TASK ITEM:
If a line in the listing below includes the word "order", pick it out.

SUPPLIED RECORDS:
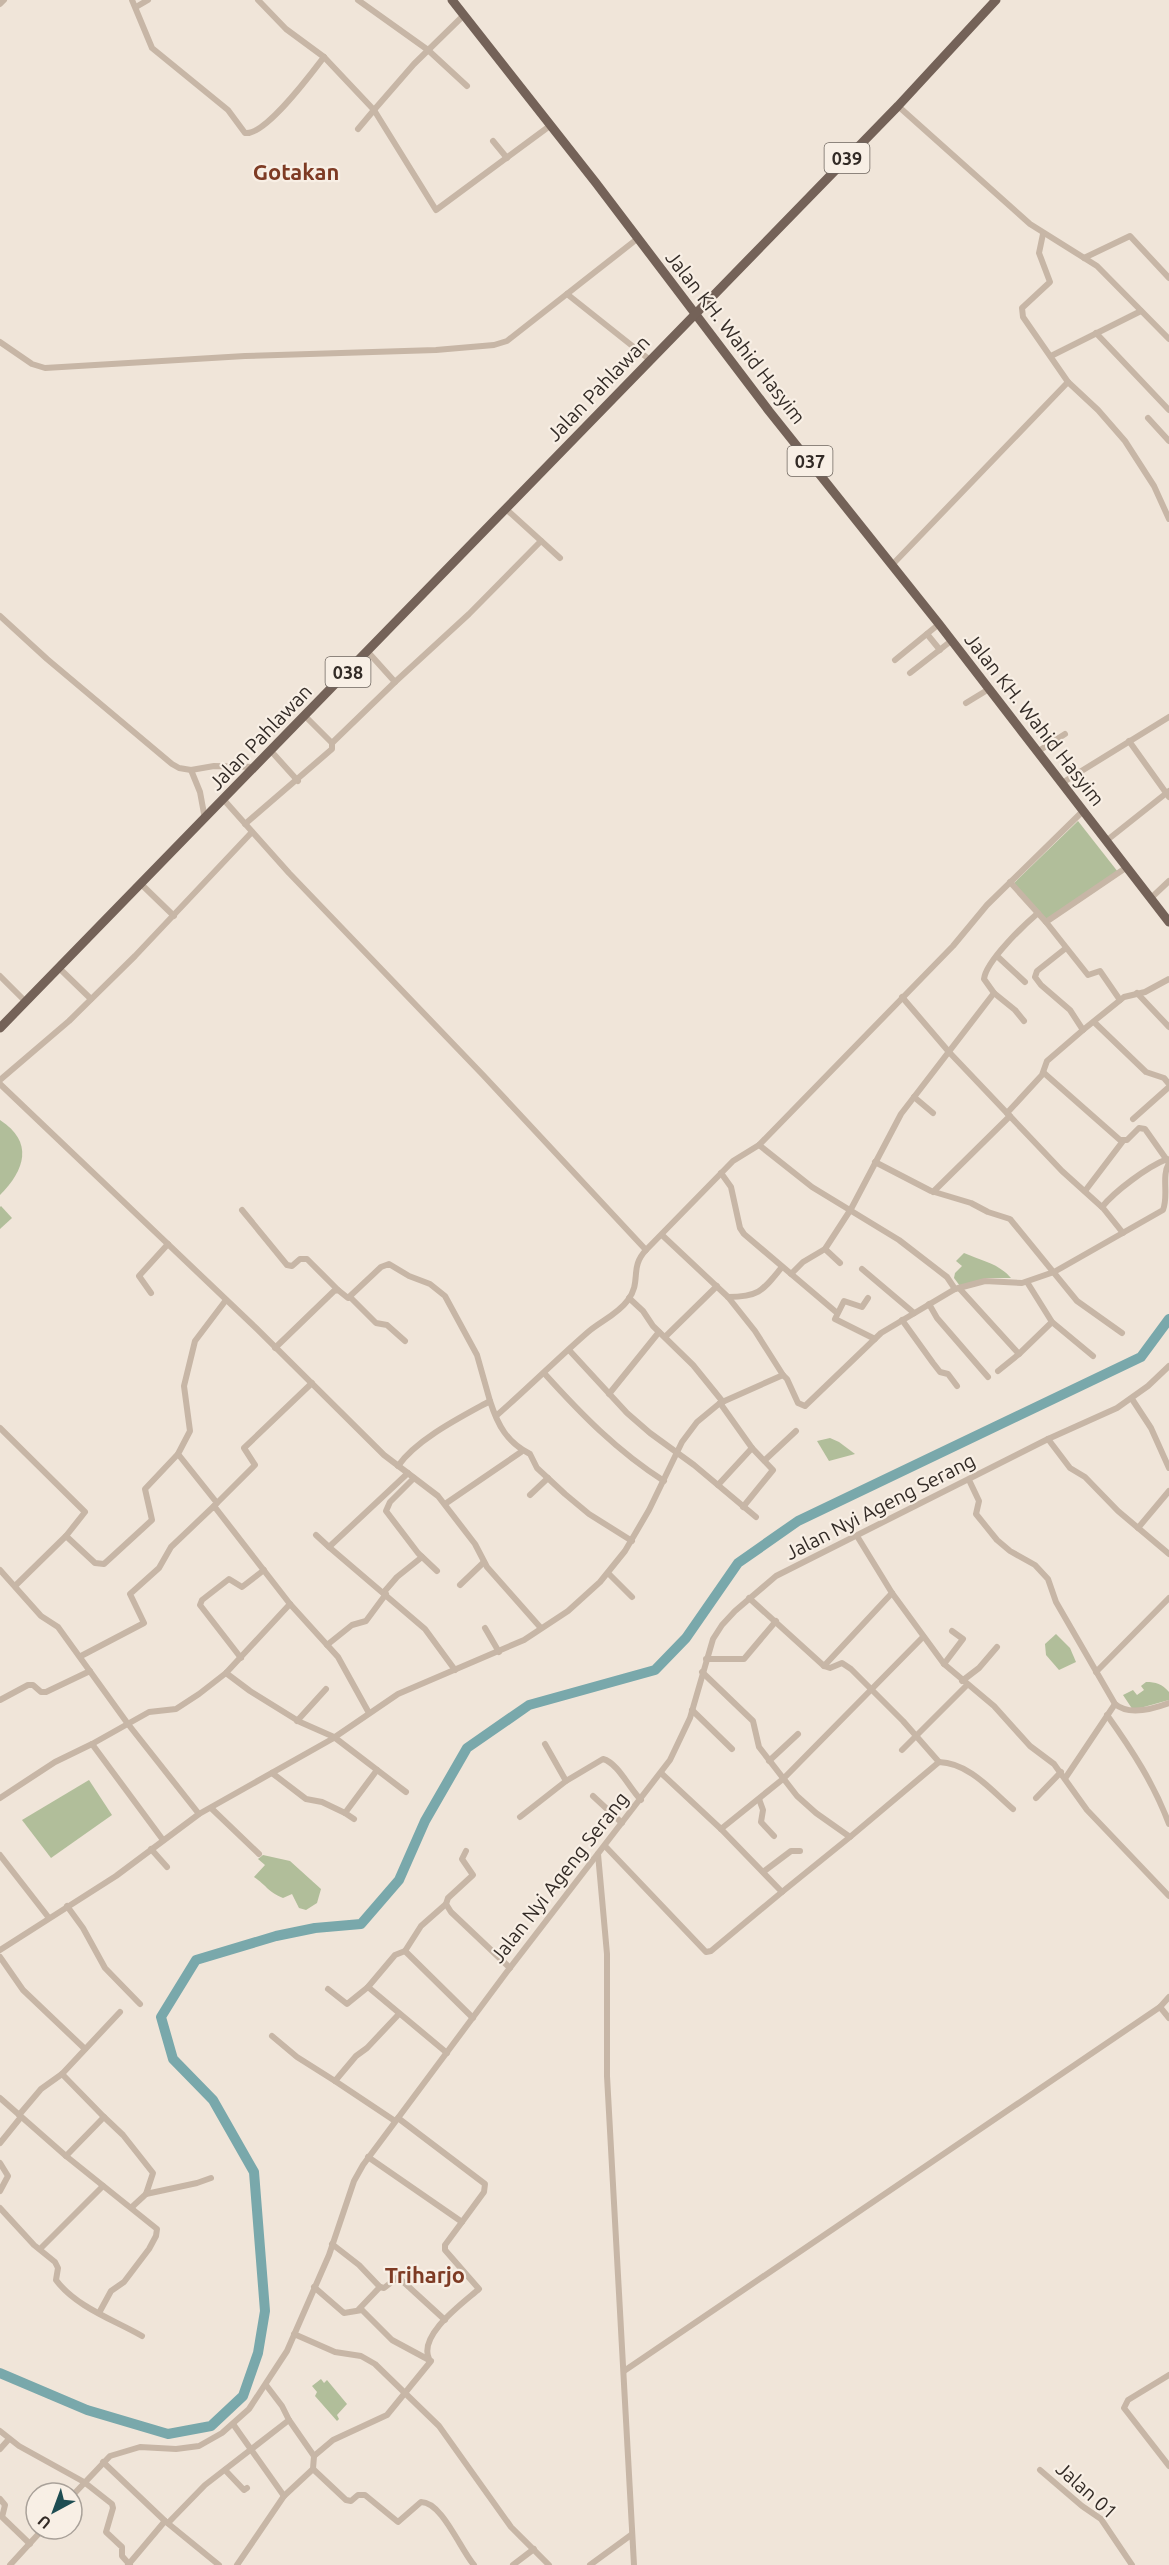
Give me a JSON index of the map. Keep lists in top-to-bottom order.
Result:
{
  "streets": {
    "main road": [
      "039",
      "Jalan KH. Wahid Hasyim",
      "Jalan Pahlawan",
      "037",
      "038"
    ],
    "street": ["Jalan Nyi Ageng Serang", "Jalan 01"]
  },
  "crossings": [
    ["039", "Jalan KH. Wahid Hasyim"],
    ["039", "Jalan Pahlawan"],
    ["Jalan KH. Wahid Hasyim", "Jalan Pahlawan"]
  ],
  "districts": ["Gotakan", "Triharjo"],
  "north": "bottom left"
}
...
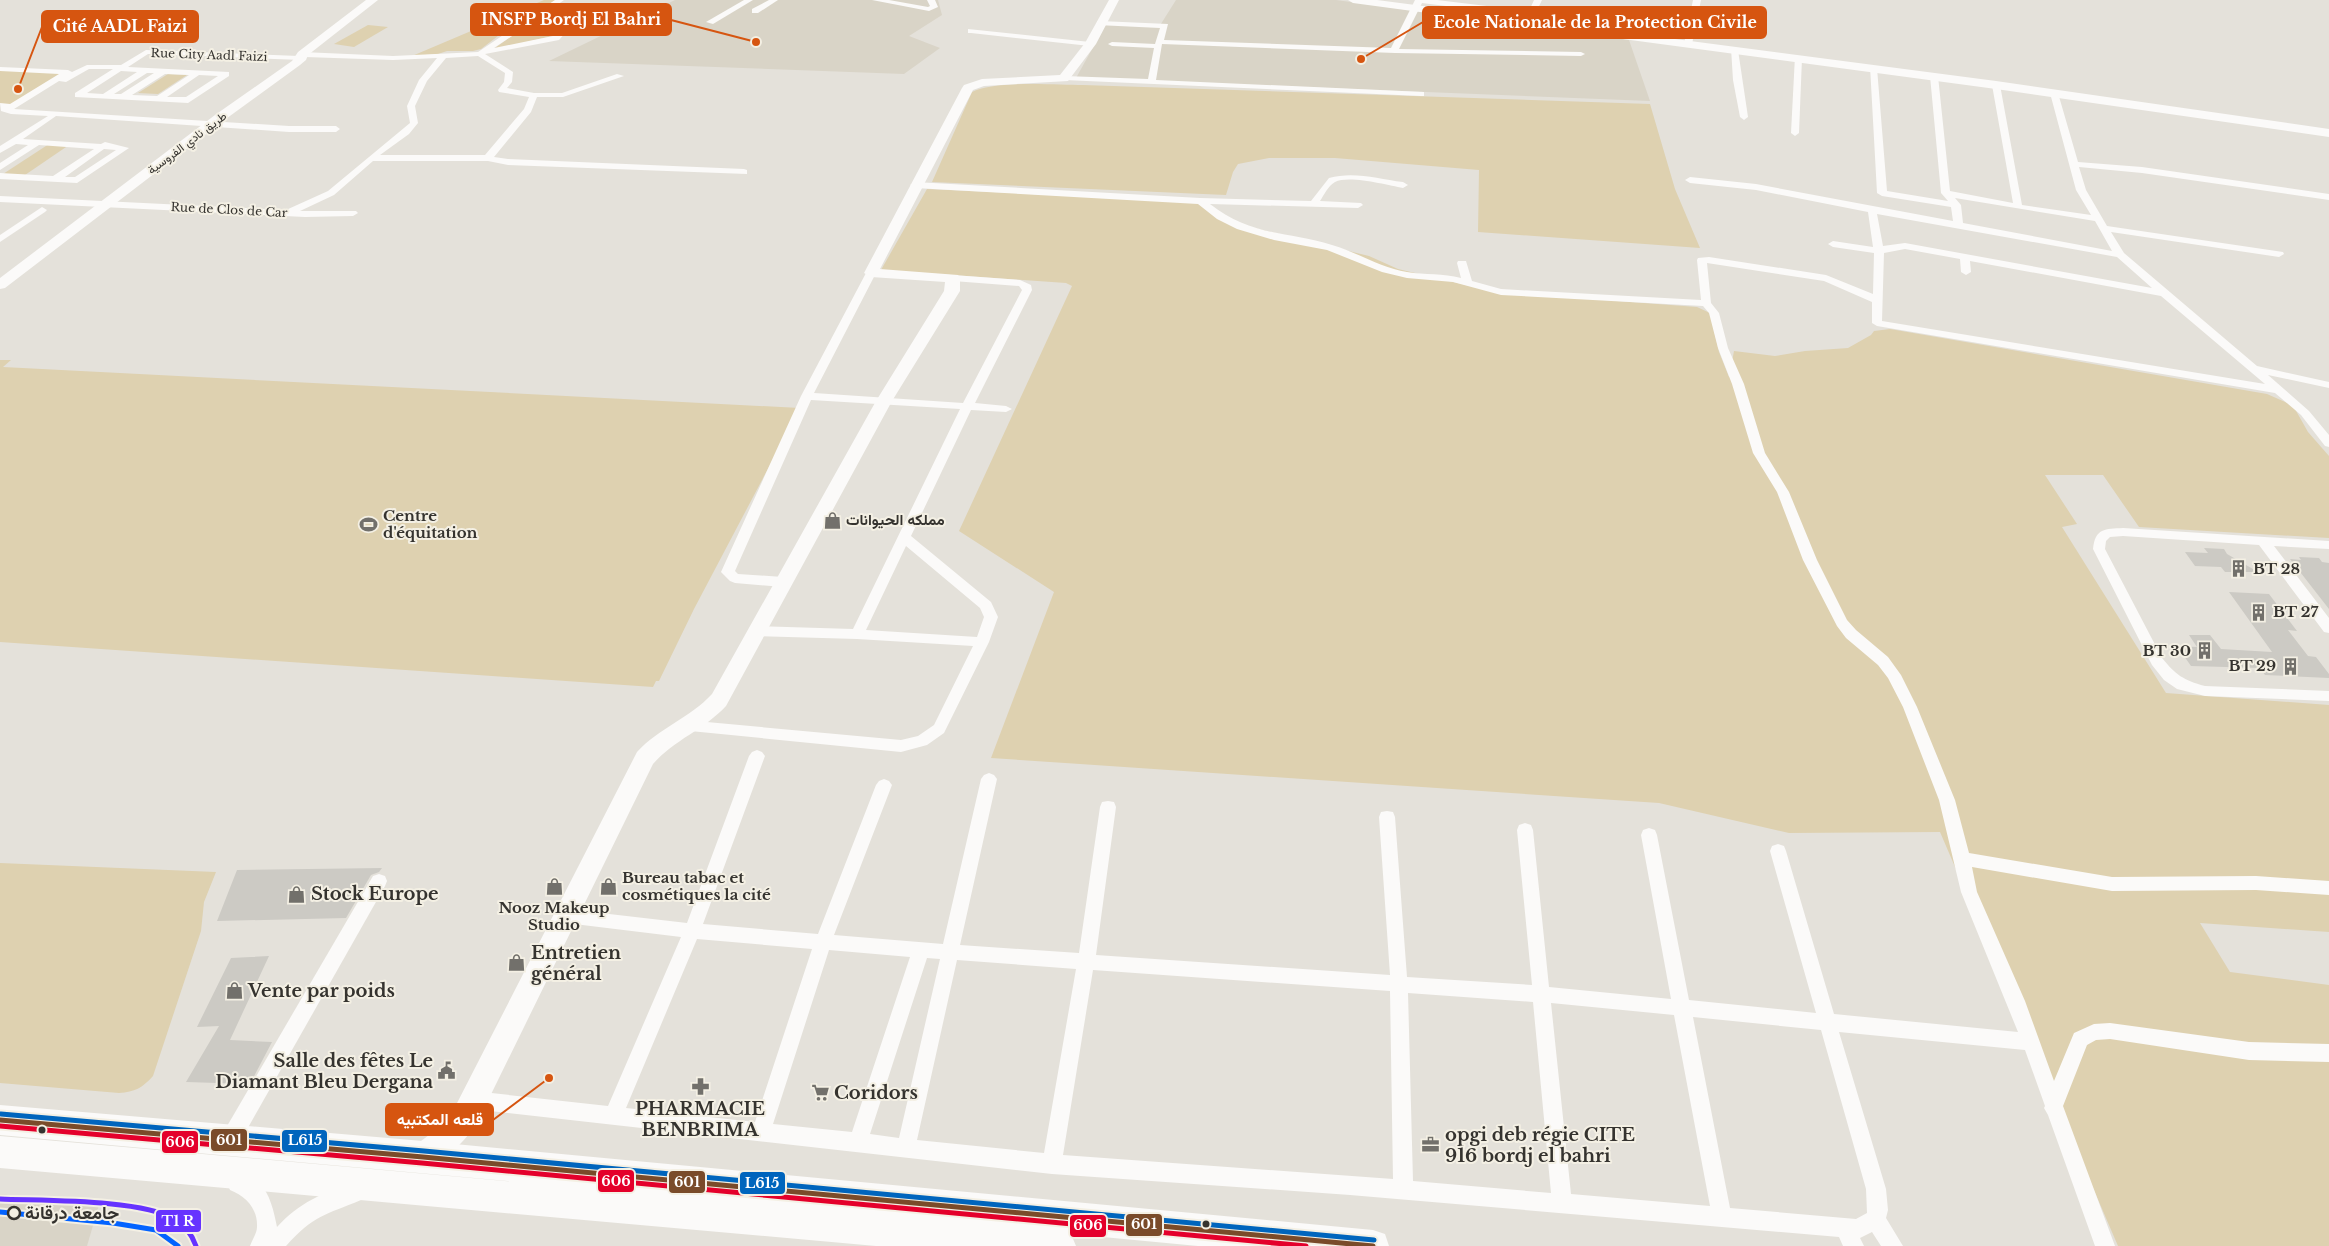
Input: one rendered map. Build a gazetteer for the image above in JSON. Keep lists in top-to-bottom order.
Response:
* * *
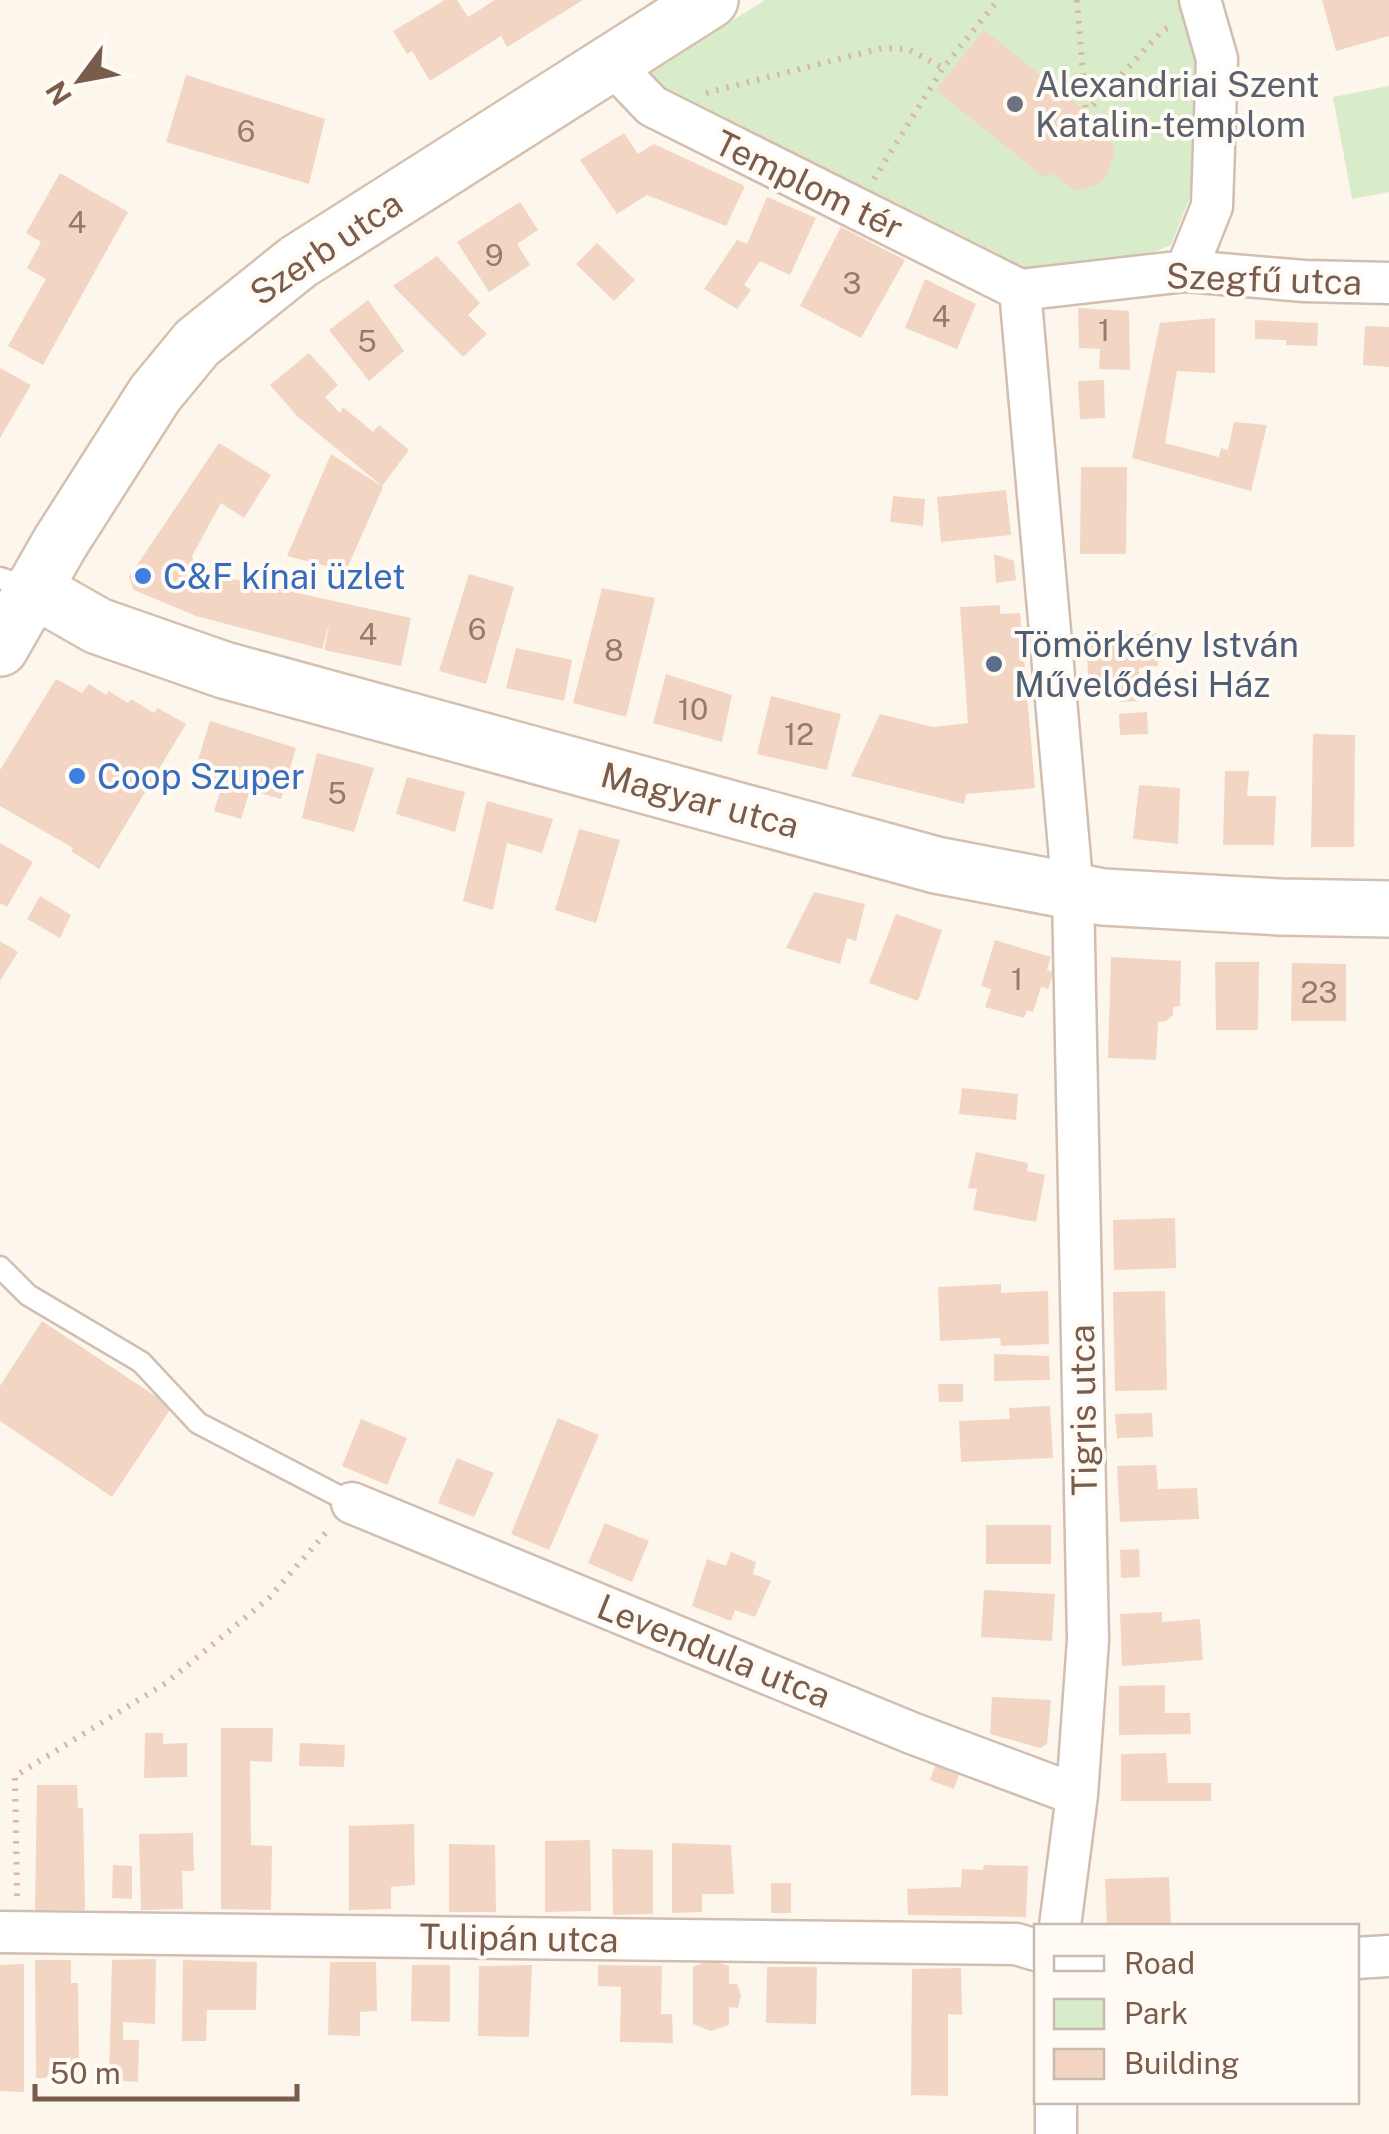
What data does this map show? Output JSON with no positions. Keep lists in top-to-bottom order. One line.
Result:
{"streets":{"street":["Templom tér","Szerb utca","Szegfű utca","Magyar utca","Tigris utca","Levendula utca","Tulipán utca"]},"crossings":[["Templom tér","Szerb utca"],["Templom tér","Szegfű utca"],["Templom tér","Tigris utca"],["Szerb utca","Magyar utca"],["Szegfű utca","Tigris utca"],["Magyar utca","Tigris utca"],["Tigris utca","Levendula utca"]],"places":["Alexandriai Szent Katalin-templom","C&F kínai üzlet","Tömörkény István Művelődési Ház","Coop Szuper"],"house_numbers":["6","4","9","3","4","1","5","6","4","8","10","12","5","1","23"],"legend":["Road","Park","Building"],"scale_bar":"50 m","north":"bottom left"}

ANSWER BELOW:
Give me a JSON index of the map. Keep lists in top-to-bottom order.
Input: one rendered map. Build a gazetteer for the image above in JSON. Keep lists in top-to-bottom order.
What data does this map show? Output JSON with no positions. Keep lists in top-to-bottom order. One line.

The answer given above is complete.